What Is the Risk of Amniocentesis?
There is a 1 in 900 chance of miscarriage or other problems from an amniocentesis, according to the Mayo Clinic.
Before amniocentesis is done, a doctor will often suggest you have a different test that is less risky. “If someone has a screening test called a non-invasive pregnancy test (NIPT) and it's concerning for a chromosome problem, we offer either a CVS [chorionic villus sampling] if they're early enough, or an amniocentesis, to make sure that the diagnosis is correct,” says Teresa Hoffman, M.D., a board-certified ob-gyn at Hoffman and Associates OB/GYN in Baltimore.
Who Should Consider Amniocentesis?
The most common reason someone might consider getting the test done is their age.
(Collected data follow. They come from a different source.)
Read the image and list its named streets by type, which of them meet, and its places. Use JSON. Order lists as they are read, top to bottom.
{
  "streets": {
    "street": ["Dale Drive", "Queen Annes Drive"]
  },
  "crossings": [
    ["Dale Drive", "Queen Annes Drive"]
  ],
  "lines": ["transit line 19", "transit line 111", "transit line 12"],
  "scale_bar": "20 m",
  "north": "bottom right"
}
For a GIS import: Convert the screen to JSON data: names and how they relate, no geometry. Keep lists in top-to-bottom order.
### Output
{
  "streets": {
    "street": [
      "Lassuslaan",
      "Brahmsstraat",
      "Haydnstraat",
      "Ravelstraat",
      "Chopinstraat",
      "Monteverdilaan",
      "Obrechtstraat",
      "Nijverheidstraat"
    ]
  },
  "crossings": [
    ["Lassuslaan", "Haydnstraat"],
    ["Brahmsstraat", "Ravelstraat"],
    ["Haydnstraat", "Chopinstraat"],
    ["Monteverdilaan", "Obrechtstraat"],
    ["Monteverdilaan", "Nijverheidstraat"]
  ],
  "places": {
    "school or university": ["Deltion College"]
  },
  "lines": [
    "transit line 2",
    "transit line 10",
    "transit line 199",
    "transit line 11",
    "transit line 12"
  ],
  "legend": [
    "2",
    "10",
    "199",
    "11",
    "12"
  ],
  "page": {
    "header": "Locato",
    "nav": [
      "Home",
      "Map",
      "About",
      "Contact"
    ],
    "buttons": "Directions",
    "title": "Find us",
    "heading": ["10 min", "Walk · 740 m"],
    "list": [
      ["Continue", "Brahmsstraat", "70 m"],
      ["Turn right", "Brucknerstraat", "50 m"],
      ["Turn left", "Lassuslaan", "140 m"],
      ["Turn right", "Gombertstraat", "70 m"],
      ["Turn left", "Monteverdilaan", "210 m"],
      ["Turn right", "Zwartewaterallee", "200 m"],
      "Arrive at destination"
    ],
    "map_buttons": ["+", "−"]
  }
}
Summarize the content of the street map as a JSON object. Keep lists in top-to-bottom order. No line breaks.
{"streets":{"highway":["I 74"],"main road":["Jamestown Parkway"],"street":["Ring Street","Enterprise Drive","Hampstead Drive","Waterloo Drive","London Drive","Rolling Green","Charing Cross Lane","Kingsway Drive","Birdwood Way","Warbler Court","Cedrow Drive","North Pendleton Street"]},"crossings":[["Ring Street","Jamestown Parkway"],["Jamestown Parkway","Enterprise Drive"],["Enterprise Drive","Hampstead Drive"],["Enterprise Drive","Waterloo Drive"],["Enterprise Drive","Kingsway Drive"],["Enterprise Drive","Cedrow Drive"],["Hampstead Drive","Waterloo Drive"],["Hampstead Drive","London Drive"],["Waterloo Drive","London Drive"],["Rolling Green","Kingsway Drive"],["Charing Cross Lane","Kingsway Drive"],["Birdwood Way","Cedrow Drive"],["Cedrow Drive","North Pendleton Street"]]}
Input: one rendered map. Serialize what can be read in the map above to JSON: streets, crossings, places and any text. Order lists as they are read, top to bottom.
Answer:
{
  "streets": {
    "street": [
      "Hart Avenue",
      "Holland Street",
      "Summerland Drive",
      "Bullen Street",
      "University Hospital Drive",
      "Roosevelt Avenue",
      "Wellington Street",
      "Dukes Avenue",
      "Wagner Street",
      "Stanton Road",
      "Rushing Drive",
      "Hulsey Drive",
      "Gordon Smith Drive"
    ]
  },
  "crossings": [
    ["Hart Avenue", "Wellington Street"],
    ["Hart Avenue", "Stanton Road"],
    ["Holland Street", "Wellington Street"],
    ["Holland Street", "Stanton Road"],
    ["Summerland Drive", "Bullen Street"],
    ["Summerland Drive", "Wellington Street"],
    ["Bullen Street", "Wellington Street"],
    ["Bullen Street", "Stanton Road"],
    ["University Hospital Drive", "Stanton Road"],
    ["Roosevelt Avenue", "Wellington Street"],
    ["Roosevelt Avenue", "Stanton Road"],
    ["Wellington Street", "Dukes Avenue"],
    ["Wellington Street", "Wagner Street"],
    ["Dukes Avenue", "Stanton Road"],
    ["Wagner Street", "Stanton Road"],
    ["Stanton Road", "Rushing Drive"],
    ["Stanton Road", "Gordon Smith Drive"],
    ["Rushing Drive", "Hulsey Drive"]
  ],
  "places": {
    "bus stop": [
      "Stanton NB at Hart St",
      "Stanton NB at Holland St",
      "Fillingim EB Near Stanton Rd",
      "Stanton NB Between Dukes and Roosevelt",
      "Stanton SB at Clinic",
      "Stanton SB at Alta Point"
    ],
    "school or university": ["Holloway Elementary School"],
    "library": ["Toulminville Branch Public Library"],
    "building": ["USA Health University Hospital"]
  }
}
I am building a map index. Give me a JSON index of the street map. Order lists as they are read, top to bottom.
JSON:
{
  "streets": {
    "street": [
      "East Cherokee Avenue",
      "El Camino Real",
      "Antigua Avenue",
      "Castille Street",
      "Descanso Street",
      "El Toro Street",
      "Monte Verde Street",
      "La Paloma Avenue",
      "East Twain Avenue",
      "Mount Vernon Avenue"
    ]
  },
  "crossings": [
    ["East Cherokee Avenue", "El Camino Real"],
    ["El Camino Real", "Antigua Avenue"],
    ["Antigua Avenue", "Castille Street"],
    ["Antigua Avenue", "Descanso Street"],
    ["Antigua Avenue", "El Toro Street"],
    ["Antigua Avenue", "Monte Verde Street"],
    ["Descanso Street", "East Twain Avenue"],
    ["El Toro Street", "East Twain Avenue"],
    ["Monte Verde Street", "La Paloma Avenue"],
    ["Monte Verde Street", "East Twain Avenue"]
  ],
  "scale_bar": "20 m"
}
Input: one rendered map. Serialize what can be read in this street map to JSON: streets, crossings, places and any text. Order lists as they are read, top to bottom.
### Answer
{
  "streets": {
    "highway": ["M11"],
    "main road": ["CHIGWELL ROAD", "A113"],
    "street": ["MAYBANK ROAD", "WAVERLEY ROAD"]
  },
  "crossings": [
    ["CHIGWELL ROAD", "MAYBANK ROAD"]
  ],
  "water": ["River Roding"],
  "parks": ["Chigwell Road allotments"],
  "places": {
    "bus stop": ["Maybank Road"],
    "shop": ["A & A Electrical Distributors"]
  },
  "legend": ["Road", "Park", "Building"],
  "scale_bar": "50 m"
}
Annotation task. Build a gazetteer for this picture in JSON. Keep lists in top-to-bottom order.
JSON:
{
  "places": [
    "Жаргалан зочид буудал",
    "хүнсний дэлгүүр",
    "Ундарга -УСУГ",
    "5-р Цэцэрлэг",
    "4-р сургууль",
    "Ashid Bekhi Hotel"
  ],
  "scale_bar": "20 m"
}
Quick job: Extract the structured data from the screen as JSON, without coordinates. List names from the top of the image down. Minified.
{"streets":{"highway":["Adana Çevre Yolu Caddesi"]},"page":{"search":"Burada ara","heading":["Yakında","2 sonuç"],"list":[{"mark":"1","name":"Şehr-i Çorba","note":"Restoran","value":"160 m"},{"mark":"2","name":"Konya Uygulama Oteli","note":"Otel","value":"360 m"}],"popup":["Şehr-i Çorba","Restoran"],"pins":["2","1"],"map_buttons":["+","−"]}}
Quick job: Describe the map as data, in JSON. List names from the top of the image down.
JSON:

That’s because the risk of chromosomal abnormalities increases with age. “A pregnant person might get it if they are age 35 or older, or if doctors suspect a chromosomal abnormality based on an early ultrasound, or in case one of the parents is a carrier of a genetic defect,” says Kimberly Langdon, M.D., a board-certified ob-gyn at Medzino based in Ohio.
According to the American Medical Association Journal of Ethics, about 5-10% of pregnant people choose to have the test.
What Do the Results Mean?
If the baby’s chromosomes seem normal, then doctors will do more ultrasounds and tests to see if anything else is going on.
If the chromosomes look abnormal, it may become a decision for the parents, depending on the state they live in, whether they want to stay pregnant or not. “But the amniocentesis isn't done to look for a reason to terminate a pregnancy,” says Hoffman. “It's done to look for cause for something we're seeing, to try to manage the baby to the best outcome.”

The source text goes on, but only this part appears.